▶ _Information provided_:
*** Block opens ***

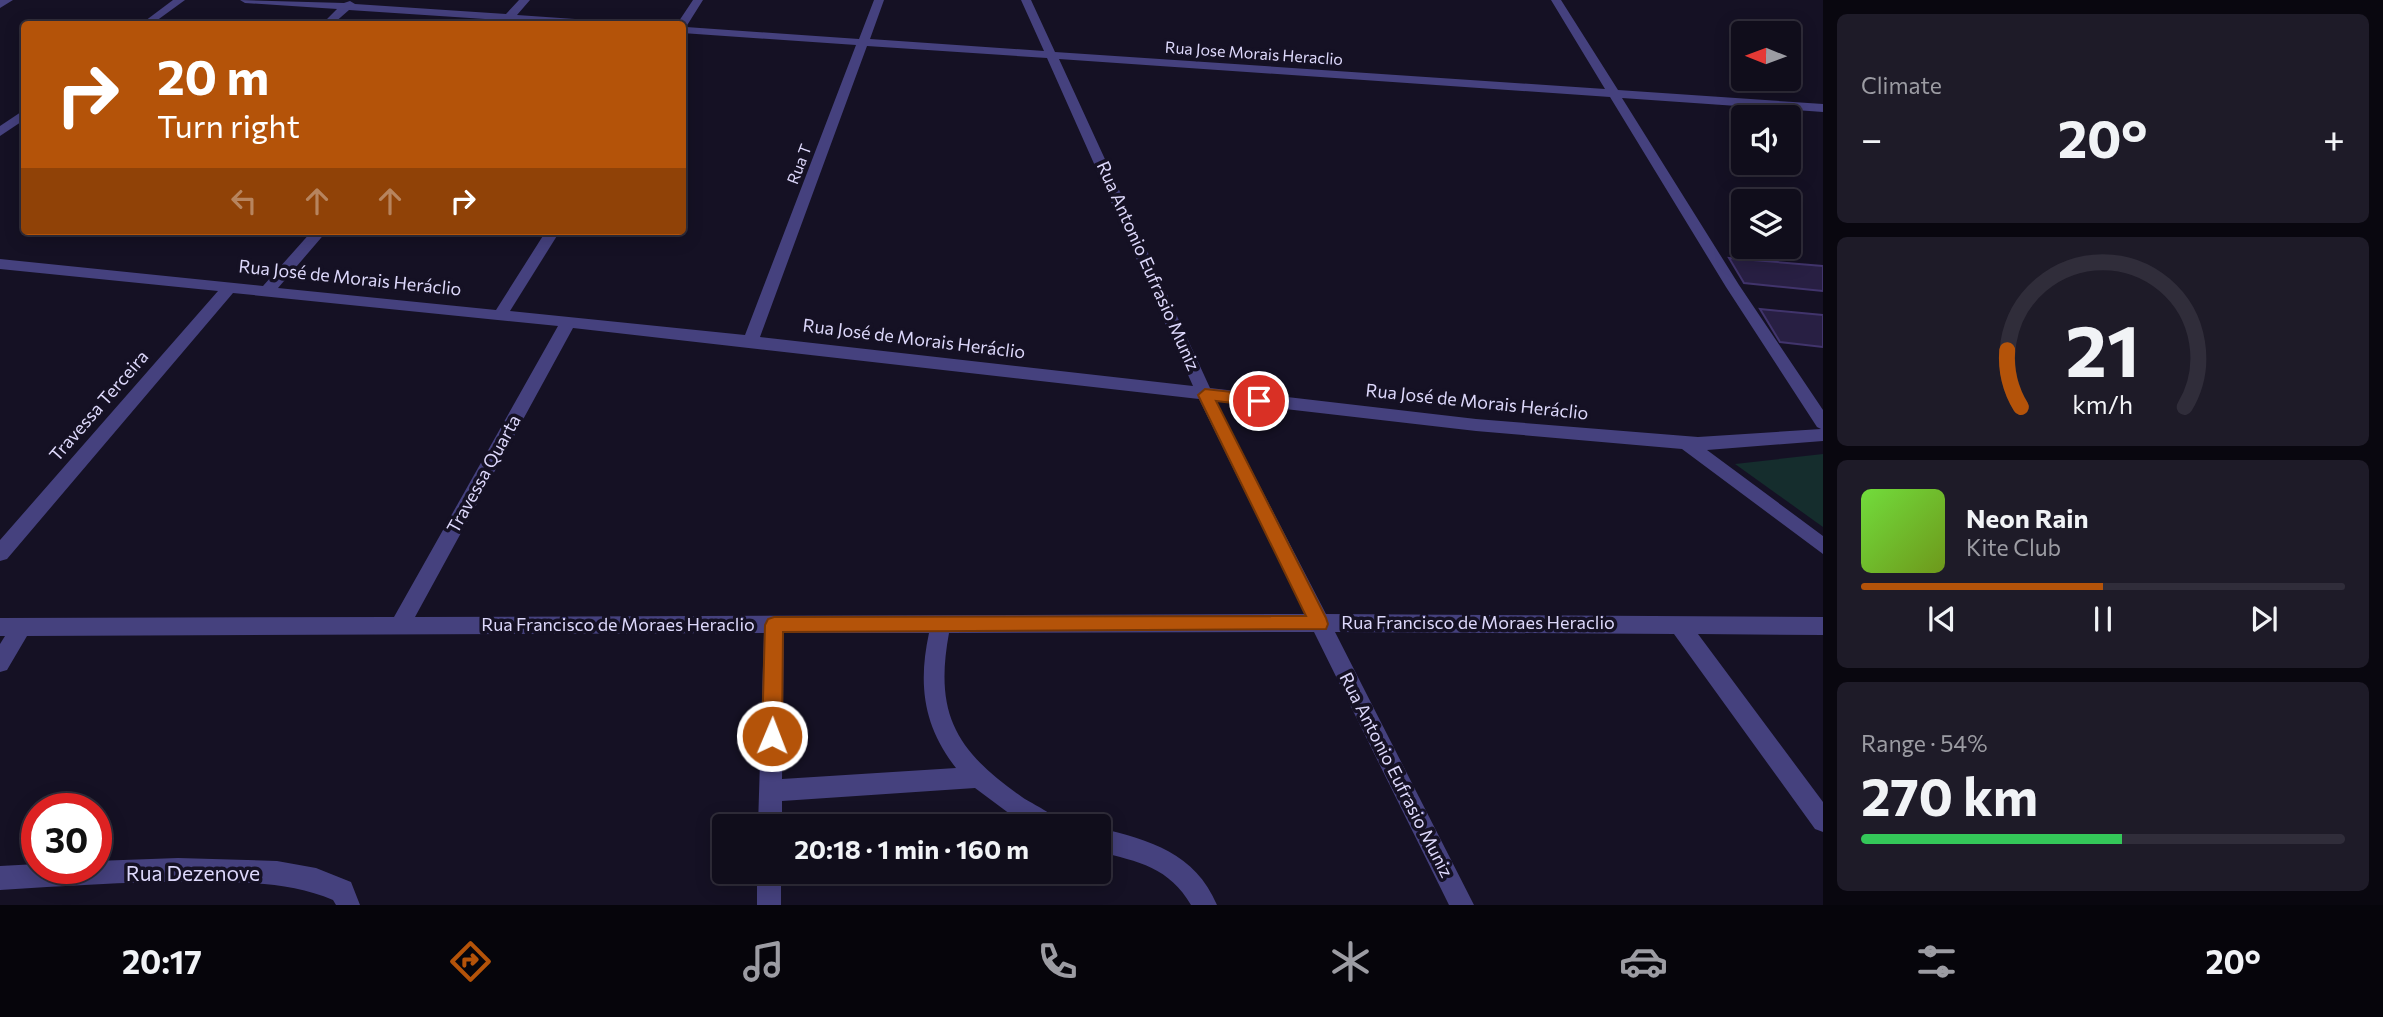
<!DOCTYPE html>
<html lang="en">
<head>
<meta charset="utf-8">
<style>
  :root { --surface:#100d1b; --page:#1e1b28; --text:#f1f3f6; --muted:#9c9ca3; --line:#302d3a; --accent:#b45309 }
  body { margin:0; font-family:Commissioner,sans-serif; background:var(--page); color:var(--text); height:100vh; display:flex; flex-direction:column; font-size:26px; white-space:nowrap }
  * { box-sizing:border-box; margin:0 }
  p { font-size:23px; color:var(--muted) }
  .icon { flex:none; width:38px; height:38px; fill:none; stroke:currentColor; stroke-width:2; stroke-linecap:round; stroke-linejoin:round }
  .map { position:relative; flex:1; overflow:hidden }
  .drawer { display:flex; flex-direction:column; gap:14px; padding:14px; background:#09070f; width:560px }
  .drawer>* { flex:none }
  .guide { position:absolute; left:21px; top:21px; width:665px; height:214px; border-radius:7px; box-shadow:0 4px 18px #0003,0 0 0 2px var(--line); background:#b45309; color:#fff; overflow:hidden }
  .needle { width:46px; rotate:271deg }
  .tools { position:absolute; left:1731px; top:21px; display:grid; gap:14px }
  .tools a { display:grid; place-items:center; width:70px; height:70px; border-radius:7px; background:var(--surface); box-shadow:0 4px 18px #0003,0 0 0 2px var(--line); font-size:35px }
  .speed { position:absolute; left:21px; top:793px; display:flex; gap:14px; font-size:35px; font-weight:700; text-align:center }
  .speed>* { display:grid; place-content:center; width:91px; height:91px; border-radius:50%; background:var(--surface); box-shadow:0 4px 18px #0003,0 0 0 2px var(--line); line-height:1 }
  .speed .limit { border:10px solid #d22; background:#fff; color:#111 }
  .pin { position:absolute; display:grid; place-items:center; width:60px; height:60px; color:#fff; margin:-30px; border:4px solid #fff; border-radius:50%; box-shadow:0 2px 7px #0007 }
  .me { position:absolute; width:77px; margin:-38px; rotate:1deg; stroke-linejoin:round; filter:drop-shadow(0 0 5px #0008) }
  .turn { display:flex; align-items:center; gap:24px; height:147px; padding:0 21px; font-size:32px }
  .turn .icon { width:91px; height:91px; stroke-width:2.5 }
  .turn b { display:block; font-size:49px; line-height:60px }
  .lanes { display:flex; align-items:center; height:66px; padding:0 21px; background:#0003; justify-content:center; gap:35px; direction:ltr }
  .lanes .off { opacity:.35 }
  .big { font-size:52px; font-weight:700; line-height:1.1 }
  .drawer .card { flex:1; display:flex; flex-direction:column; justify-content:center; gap:10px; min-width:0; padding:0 24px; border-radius:10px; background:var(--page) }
  .drawer .dial { align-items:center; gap:0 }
  .dial svg { height:182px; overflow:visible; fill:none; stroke:var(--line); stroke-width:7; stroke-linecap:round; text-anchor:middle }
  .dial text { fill:var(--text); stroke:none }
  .song { display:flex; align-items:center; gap:21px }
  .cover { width:84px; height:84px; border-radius:10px; background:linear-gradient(135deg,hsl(100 70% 55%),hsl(80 70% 35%)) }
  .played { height:7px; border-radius:4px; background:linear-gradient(90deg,var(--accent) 50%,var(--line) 50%) }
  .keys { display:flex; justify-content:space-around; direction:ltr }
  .heat { display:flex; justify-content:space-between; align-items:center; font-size:38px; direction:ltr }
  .charge { height:10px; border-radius:5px; background:linear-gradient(90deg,#34c759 54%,var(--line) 0) }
  .trip { position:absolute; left:712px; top:814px; width:399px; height:70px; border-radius:7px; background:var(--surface); box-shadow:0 4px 18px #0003,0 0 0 2px var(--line); font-weight:700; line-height:70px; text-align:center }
  .tab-bar { display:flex; height:112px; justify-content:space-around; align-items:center; background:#06050b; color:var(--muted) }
  .tab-bar .icon { width:49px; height:49px }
  .tab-bar .current { color:var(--accent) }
  .tab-bar b { font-size:32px; color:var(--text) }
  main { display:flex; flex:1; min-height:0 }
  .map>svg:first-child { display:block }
  .green { fill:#152d2d }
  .building { fill:#281f43; stroke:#41346c; stroke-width:2 }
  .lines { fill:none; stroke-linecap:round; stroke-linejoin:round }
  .minor { fill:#45417e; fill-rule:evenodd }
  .route { fill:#b45309; stroke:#753606; stroke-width:2 }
  .labels { text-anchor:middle; stroke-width:7; stroke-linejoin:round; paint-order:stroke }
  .far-street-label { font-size:16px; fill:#ddd8fb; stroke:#151124 }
  .street-label { font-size:18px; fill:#ddd8fb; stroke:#151124 }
  .near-street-label { font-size:21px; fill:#ddd8fb; stroke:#151124 }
</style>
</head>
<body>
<main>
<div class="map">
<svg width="1823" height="905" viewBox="0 0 1823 905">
  <rect width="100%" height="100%" fill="#151124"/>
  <polygon class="green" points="1823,454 1823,527 1735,464"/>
  <g class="building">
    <polygon points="1729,258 1823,266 1823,291 1744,283"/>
    <polygon points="1760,309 1823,315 1823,347 1780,342"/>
  </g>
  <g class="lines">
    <g class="minor">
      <polygon points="0,0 13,0 0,8"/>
      <polygon points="173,0 185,0 152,24 141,24"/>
      <polygon points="240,0 344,3 350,1 355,4 506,14 519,0 530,0 517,15 604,21 609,24 512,21 509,24 498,24 500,20 349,10 333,24 322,24 337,9 245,3"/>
      <path d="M693,0h10l-17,27 173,12 15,-39h10l-14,39 174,12 -23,-51h10l24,52 550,37 -54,-89h10l57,90 205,14v8l-201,-14 117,187 84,125v31l-116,9 116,86v18l-141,-105 -206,-18 -260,-30 110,213 497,3v18l-125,-1 125,168v30l-8,-3 -141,-195 -339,-2 139,273h-25l-135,-273 -365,1c-15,81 7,118 73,164 13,9 32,15 38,29h-34l-51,-38 -193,13v25h-24l6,-193 -737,3 -20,34 -7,2v-28l5,-8h-5v-18l394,-1 164,-291 -325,-33 -226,266 -7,2v-21l218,-249 -218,-22v-10l263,27 49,-55h15l-49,57 218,22 50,-79h14l-50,80 235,24 111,-290 -174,-12v-9h-5zM867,46l180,12 146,328 -433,-49zM1059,59l551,38 116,190 91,140 4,2 -123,8 -222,-18 -266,-31zM573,328l626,71 106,215 -890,3zM784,633h145c-11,51 -6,93 27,135l-174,11z"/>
      <polygon points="24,110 24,120 0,136 0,126"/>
      <path d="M1099,828c51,12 96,25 118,77h-26c-21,-37 -53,-44 -92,-53z"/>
      <path d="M178,858l99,3 39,7 35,14 9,23h-24l-3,-5c-39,-17 -85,-18 -127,-18 -69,-1 -137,4 -206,8v-24l37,-2v4h59v-7z"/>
      <rect x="757" y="872" width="24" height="33"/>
    </g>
  </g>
  <polygon class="route" points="1205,389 1259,395 1267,401 1259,406 1216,401 1326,618 1328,624 1326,629 783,632 782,736 779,742 772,745 765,742 762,736 765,625 768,619 774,617 1306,616 1198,395"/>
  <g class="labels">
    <g class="far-street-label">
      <text transform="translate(1254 53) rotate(4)" y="6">Rua Jose Morais Heraclio</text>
      <text transform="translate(799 164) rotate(-69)" y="6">Rua T</text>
    </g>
    <g class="street-label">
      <text transform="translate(1148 266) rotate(66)" y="6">Rua Antonio Eufrasio Muniz</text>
      <text transform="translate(350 278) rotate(6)" y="6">Rua José de Morais Heráclio</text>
      <text transform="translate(914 339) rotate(7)" y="6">Rua José de Morais Heráclio</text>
      <text transform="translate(1477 402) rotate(6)" y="6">Rua José de Morais Heráclio</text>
      <text transform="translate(99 406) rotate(-49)" y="6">Travessa Terceira</text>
      <text transform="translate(484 474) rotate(-61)" y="6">Travessa Quarta</text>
      <text x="1478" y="629">Rua Francisco de Moraes Heraclio</text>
      <text x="618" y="631">Rua Francisco de Moraes Heraclio</text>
      <text transform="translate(1396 775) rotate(63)" y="6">Rua Antonio Eufrasio Muniz</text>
    </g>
    <g class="near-street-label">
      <text x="193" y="881">Rua Dezenove</text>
    </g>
  </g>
</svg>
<div class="tools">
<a><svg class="needle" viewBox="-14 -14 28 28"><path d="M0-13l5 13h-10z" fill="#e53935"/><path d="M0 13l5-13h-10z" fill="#9c9ca3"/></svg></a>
<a><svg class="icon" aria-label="sound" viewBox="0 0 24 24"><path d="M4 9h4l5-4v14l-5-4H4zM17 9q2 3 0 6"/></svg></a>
<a><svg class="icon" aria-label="layers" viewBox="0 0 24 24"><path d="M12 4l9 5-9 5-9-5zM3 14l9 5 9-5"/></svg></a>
</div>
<div class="speed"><div class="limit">30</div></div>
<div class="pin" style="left:1259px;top:401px;background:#d93025"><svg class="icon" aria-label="arrive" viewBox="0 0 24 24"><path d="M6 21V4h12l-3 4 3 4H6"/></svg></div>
<svg class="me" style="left:772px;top:736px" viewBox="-20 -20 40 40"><circle r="17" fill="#b45309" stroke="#fff" stroke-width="3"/><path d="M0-11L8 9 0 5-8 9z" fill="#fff"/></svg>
<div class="trip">20:18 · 1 min · 160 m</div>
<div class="guide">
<div class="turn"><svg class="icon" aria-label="right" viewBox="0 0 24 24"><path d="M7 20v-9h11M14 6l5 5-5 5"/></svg><div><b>20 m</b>Turn right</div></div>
<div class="lanes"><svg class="icon off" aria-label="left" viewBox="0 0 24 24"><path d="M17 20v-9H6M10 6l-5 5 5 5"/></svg><svg class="icon off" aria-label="ahead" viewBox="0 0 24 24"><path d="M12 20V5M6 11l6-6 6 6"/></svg><svg class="icon off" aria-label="ahead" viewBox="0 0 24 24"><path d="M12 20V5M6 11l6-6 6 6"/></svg><svg class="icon" aria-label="right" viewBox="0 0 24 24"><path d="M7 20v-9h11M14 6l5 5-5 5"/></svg></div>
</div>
</div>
<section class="drawer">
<div class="card"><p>Climate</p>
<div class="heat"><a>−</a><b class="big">20°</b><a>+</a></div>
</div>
<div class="card dial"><svg viewBox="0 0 100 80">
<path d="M14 69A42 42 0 1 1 86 69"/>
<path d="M14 69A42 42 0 0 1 8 44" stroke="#b45309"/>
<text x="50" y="56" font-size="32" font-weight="700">21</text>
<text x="50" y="72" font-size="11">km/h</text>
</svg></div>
<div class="card">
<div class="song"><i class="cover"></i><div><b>Neon Rain</b><p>Kite Club</p></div></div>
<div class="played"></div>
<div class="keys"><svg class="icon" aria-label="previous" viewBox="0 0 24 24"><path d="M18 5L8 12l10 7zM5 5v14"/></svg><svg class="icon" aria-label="pause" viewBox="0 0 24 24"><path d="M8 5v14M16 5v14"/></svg><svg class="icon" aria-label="next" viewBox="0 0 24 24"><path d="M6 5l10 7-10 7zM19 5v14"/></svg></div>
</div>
<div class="card"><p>Range · 54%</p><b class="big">270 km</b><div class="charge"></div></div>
</section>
</main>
<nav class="tab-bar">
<b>20:17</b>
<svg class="icon current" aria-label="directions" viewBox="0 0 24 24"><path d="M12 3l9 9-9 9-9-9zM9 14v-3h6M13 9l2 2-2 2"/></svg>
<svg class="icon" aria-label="music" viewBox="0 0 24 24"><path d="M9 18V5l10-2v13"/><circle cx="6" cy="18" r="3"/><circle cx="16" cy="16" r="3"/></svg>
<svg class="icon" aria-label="phone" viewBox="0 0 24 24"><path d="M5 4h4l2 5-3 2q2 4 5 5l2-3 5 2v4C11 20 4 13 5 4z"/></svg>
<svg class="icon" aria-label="climate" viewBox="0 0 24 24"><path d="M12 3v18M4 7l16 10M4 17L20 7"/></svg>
<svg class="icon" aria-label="car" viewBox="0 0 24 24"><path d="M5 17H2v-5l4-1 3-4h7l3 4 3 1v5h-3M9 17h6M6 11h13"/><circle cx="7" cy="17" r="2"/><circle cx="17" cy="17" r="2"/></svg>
<svg class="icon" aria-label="filters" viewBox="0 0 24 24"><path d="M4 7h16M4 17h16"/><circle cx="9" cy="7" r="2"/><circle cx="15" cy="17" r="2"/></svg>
<b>20°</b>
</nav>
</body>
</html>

*** Block closes ***

▶ _Requirement_: Only the lines from the start of the material to the line with "position:relative; flex:1; overflow:hidden", inclusive, belong in the answer, printed exactly and free of pictures.

▶ _Response below_:
<!DOCTYPE html>
<html lang="en">
<head>
<meta charset="utf-8">
<style>
  :root { --surface:#100d1b; --page:#1e1b28; --text:#f1f3f6; --muted:#9c9ca3; --line:#302d3a; --accent:#b45309 }
  body { margin:0; font-family:Commissioner,sans-serif; background:var(--page); color:var(--text); height:100vh; display:flex; flex-direction:column; font-size:26px; white-space:nowrap }
  * { box-sizing:border-box; margin:0 }
  p { font-size:23px; color:var(--muted) }
  .icon { flex:none; width:38px; height:38px; fill:none; stroke:currentColor; stroke-width:2; stroke-linecap:round; stroke-linejoin:round }
  .map { position:relative; flex:1; overflow:hidden }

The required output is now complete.